Other statistics show more specific forms of dowry-related violence. In 1996, police in India claimed to receive over 2,500 reports of bride-burning, a form of dowry-related violence, annually. From: Bride-burning claims hundreds in India, CNN News (18 August 1996).
Dowry is often cited as a cause of domestic violence. 10.2% of reported domestic violence cases in Kerala cited dowry as the leading factor in the violence. From: Domestic Violence Against Women in Kerala, National Commission for Women: India (September 2005). Five women face severe cruelty and violence in their homes every hour. From: Violence Against Women in India: A Review of Trends, Patterns and Responses, International Center for Research on Women (2004).

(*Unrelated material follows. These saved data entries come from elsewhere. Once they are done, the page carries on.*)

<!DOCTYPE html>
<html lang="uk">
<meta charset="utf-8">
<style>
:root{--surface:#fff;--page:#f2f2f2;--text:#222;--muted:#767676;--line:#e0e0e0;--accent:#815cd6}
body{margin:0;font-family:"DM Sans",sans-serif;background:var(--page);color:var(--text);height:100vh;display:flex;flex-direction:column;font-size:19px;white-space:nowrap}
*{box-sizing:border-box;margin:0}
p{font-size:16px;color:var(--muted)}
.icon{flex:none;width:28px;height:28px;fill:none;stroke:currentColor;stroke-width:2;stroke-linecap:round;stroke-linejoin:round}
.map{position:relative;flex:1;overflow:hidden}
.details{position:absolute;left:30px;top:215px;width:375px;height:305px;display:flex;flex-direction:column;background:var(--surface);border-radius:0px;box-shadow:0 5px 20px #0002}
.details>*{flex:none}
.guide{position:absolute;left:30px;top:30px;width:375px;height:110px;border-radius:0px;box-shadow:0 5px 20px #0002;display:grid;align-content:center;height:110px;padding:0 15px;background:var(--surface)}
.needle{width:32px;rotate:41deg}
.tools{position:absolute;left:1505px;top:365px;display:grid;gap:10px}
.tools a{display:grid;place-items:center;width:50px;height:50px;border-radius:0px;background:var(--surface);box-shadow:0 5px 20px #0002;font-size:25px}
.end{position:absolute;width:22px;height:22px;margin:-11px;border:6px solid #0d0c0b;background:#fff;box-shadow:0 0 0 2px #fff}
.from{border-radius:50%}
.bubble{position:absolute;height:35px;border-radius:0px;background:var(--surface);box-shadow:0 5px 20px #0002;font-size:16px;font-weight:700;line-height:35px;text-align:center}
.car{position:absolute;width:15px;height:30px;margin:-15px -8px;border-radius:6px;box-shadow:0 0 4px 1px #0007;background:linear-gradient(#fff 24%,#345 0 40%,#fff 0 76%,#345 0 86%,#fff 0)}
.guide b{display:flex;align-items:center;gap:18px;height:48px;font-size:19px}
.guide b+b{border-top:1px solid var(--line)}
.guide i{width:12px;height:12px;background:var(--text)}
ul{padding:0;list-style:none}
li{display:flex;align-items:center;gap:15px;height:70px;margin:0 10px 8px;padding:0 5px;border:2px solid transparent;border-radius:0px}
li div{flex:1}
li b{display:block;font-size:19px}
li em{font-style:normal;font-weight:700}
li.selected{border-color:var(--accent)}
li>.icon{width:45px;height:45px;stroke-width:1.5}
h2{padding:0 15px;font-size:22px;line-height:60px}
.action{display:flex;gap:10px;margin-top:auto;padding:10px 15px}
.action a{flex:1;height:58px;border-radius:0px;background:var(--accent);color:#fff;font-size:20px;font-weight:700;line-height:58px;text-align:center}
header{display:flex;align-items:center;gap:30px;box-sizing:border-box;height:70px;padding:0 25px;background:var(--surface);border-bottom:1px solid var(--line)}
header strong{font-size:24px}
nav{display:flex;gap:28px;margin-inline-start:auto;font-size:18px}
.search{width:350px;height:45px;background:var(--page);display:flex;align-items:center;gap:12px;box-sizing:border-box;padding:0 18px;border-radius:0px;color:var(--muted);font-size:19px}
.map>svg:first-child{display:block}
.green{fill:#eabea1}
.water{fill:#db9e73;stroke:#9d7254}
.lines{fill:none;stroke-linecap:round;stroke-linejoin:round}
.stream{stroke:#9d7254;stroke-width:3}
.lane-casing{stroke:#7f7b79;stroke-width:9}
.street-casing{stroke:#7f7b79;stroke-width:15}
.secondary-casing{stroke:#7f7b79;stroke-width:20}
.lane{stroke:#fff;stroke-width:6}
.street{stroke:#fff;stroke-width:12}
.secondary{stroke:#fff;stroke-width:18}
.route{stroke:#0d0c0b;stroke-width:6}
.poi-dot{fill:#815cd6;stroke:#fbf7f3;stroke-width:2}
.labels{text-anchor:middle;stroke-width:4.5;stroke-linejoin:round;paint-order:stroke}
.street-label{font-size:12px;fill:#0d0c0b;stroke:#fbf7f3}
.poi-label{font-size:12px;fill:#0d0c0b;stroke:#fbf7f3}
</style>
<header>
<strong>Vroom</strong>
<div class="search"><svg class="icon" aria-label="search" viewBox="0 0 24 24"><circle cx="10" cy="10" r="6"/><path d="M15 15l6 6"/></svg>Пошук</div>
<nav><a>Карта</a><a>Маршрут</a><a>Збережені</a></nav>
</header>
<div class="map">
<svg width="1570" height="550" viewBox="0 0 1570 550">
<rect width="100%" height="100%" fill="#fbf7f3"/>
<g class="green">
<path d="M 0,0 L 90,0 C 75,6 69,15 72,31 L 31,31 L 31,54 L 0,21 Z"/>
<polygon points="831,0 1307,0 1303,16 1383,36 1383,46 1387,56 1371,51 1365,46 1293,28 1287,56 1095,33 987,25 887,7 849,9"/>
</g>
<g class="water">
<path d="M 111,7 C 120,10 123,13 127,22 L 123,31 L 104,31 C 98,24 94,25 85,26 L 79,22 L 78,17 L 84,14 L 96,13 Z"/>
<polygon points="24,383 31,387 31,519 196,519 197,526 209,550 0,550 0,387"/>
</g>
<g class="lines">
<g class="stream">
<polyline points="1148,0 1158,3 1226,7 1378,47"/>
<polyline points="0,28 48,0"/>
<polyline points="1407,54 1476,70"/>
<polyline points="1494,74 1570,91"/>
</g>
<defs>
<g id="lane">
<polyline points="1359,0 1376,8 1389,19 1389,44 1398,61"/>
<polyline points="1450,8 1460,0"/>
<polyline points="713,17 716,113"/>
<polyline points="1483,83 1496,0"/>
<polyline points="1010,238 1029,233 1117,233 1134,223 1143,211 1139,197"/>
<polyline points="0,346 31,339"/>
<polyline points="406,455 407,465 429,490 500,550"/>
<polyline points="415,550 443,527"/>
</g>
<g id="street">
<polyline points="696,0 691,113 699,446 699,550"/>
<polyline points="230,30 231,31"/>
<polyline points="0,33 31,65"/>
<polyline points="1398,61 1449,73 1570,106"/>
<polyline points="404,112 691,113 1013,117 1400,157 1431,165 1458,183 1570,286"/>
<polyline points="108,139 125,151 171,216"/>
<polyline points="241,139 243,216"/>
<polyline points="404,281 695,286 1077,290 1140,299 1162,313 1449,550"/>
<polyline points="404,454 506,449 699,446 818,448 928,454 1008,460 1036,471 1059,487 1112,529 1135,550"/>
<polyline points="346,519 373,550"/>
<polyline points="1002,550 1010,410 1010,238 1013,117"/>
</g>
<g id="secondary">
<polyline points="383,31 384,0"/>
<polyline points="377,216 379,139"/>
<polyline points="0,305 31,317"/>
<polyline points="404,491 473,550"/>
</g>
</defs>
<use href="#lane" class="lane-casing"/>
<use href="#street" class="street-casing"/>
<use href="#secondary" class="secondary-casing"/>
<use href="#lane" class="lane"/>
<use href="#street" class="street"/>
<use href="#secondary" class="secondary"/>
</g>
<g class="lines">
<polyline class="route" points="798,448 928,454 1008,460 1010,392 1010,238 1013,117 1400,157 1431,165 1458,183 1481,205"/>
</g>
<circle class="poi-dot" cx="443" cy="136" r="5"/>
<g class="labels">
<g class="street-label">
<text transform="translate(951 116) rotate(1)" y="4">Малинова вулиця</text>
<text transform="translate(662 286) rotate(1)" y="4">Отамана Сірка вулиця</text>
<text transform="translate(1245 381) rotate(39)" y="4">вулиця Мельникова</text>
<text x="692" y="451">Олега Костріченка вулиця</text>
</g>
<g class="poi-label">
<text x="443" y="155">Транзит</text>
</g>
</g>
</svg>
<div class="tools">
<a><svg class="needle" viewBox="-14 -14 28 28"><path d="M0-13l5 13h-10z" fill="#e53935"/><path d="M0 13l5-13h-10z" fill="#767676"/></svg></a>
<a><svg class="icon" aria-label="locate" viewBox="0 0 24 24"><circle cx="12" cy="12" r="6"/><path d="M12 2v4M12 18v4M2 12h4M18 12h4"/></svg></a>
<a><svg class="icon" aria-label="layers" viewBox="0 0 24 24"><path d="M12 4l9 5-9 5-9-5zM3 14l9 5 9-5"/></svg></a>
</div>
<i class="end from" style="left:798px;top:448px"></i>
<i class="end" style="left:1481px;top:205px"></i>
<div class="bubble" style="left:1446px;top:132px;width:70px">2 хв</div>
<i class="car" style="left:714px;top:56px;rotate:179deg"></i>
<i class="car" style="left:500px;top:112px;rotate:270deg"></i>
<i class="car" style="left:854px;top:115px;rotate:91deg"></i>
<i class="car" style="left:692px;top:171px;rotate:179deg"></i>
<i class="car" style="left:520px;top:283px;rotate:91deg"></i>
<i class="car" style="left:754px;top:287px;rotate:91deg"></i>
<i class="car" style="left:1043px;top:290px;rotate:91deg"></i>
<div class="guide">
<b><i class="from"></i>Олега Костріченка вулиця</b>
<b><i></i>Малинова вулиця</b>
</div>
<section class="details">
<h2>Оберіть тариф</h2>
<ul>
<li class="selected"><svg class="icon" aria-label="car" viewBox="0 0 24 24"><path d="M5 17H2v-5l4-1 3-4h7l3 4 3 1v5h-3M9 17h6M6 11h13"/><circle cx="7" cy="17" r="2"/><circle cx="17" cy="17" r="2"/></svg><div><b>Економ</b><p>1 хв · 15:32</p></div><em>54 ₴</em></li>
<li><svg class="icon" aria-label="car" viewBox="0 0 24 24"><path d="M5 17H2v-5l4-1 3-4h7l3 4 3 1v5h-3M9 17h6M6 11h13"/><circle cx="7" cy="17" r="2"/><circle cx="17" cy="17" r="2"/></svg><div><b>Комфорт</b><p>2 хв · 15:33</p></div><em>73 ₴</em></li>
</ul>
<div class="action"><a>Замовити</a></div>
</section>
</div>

Although the majority of reports involving dowry-related violence involve India, organizations and government agencies in other nations have gathered statistics on the violence as well. Human rights groups in Pakistan note 300 reported deaths annually. From: South Asia Bride-Burning Kills Hundreds, BBC News (27 August 1999).
In Bangladesh, 119 cases of dowry-related violence were reported in the first six months of 2009, including 78 deaths. From: Dowry Violence Continues Unabated, IRIN News (11 September 2009): A Wife’s Darkest House: Dowry Violence in Bangladesh, Dispatches International. Ain o Salish Kendra, a legal aid and human rights organization, compiled data on specific manifestations of dowry-related violence. 281 women were physically tortured by their husbands or their husbands’ families and an additional 194 women ultimately died from such torture. Four women were victims of acid throwing. One woman committed suicide to escape from the cycle of violence. From: Women Statistical Chart, Ain o Salish Kendra (2009). These statistics show how diverse the manifestations of dowry-related violence may be.